A: Adaptive (適応的な未来)

次に「Adaptive」
これは状況に柔軟に対応し、変化に適応していく未来です。
まず手がかりとして「世界の変化」を考え、それに対する自分のアクションを想像することがポイントです。たとえば、技術革新や社会情勢の変化にどう対応していくか。
はじめは変化を思いつくことが難しいかもしれないですが、AIの進化やグローバルなトレンドなど自分自身の興味から敏感になることで、変化に対応するアンテナを高めることができます。

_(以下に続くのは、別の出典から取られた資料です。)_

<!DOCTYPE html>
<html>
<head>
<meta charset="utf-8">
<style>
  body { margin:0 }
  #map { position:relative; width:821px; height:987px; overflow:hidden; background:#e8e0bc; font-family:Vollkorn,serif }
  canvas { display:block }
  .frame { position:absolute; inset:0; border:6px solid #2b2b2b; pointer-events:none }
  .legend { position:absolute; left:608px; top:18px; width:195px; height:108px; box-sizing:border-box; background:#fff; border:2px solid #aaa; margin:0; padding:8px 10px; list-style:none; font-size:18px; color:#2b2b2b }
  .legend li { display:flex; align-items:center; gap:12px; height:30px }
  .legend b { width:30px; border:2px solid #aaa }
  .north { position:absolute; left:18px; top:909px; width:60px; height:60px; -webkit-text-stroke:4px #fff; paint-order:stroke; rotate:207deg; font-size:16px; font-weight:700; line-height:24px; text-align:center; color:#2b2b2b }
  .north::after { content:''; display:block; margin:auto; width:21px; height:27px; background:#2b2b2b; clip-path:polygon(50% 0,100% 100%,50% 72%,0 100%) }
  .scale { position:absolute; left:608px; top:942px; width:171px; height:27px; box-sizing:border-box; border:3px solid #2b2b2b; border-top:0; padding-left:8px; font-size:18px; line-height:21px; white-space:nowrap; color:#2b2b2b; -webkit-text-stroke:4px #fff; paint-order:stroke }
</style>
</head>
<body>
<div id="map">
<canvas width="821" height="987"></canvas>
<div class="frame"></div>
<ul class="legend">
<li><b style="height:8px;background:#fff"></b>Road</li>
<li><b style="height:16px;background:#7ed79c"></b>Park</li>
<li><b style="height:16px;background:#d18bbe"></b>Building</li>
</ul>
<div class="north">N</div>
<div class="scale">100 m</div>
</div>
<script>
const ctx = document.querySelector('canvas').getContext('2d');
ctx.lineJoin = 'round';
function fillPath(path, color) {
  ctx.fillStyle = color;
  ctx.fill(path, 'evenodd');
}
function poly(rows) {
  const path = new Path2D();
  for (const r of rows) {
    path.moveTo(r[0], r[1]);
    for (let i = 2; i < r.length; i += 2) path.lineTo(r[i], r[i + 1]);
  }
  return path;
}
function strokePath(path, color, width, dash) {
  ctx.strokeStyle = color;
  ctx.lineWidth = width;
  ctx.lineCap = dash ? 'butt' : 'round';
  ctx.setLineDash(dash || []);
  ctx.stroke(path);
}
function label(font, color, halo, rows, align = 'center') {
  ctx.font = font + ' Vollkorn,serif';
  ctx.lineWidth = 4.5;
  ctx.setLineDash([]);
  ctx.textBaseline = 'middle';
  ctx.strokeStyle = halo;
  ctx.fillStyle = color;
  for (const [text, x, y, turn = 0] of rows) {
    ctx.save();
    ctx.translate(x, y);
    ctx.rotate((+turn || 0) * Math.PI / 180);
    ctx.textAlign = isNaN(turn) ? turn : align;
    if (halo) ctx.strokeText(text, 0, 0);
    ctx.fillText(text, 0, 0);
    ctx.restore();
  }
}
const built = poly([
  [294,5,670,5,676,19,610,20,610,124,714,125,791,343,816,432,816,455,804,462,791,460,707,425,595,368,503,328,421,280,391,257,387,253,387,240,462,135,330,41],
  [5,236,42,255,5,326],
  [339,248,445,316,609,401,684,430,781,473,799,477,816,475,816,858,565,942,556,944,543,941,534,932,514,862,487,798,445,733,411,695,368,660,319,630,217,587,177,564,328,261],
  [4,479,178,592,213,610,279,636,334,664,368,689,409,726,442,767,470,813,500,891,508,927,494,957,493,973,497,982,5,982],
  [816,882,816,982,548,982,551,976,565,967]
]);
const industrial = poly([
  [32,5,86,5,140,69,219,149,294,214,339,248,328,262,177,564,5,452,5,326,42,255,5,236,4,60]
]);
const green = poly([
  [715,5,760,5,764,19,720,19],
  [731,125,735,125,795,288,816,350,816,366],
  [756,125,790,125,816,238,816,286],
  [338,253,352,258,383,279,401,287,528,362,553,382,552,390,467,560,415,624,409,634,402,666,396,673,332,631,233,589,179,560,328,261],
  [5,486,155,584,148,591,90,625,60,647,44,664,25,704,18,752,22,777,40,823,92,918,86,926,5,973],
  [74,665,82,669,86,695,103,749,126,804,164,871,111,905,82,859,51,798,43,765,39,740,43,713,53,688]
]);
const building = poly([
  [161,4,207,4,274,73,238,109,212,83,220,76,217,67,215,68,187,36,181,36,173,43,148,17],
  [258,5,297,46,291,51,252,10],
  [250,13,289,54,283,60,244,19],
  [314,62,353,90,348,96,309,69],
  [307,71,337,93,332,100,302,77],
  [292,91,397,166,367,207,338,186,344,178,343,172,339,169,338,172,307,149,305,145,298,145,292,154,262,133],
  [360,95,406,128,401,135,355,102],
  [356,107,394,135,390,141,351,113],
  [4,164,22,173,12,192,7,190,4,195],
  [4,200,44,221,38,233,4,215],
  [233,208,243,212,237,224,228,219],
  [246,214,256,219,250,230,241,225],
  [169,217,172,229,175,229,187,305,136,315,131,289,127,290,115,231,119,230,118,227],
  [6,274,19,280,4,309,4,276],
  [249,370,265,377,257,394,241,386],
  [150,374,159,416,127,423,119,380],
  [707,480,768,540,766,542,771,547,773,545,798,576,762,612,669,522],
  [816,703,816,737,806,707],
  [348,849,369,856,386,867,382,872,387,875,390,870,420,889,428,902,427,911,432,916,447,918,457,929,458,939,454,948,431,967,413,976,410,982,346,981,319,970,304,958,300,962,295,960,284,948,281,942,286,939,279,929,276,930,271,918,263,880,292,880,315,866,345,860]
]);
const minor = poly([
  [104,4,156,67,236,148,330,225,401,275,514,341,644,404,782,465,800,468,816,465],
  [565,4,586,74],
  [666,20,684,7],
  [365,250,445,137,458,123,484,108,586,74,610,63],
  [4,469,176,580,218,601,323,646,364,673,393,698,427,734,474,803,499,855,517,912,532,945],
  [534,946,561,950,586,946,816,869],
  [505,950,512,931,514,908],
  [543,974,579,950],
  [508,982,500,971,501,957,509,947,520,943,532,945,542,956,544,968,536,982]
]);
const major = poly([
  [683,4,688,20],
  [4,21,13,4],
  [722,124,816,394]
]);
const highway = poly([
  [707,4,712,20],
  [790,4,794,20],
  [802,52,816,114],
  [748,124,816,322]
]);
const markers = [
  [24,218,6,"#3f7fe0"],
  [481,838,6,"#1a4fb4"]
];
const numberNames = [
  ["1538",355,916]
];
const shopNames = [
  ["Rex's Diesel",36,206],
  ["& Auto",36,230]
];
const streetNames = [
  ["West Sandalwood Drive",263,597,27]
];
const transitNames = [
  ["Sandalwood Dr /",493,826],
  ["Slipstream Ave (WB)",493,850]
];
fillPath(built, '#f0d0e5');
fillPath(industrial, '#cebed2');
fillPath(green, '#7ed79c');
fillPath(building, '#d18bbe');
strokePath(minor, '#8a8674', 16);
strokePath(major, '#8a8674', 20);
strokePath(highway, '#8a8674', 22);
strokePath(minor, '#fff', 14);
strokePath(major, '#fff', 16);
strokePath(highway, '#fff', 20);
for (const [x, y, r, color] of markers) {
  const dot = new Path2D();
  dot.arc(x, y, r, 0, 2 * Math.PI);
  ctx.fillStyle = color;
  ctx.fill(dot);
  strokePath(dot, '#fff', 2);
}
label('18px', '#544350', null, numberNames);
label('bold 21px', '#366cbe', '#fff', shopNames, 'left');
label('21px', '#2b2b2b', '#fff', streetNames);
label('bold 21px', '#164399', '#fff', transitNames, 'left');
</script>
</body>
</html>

この未来では、激しい変化の中で生き残るための適応力を磨く姿が想像されます。

C: Conservative (保守的な未来)

3つ目は「Conservative」
安全策を優先し、現状維持やリスクを避ける選択をした結果の未来です。
ここでの手がかりは「自分が守りたいもの」。堅実な選択を重ね、リスクを避けながら現状を維持あるいは緩やかに成長する未来です。

これまでのやり方では、あえて大胆な未来を描くことが評価されがちですが、守るべき家族やビジネスの安定を考えることも大切な選択肢の1つです。

K: Keystone (つながりの未来)

最後に「Keystone」。
これはキーマンとなる誰かとのつながりによって生まれる未来です。
ここでの手がかりは「今、あなたが思い浮かべた誰か」。すでに知っている人かもしれませんし、これから出会う人かもしれません。
人とのつながりや協力関係によって可能性が広がり、未来が形作られていきます。

たとえば、ビジネスパートナーとの新しいプロジェクトや、予期せぬ出会いが新たな道を開いてくれる未来です。

多面的に未来を考えるという発想

未来を1つに絞るのが難しいと感じるのは自然なことです。未来は常に不確定であり、多くの可能性が存在します。だからこそ、1つの未来を描くのではなく、4つのラフな未来像を描きながら、各シナリオに沿ったアクションを考えることで、より柔軟な未来への道筋が見えてくるのではないでしょうか。

「B.A.C.K.」キャスティングのアプローチを使って、あなたもさまざまな未来像を描きながら、今何をすべきかを逆算して考えてみてください。複数の視点を持つことで、より豊かで多様な未来が見えてくるかもしれません。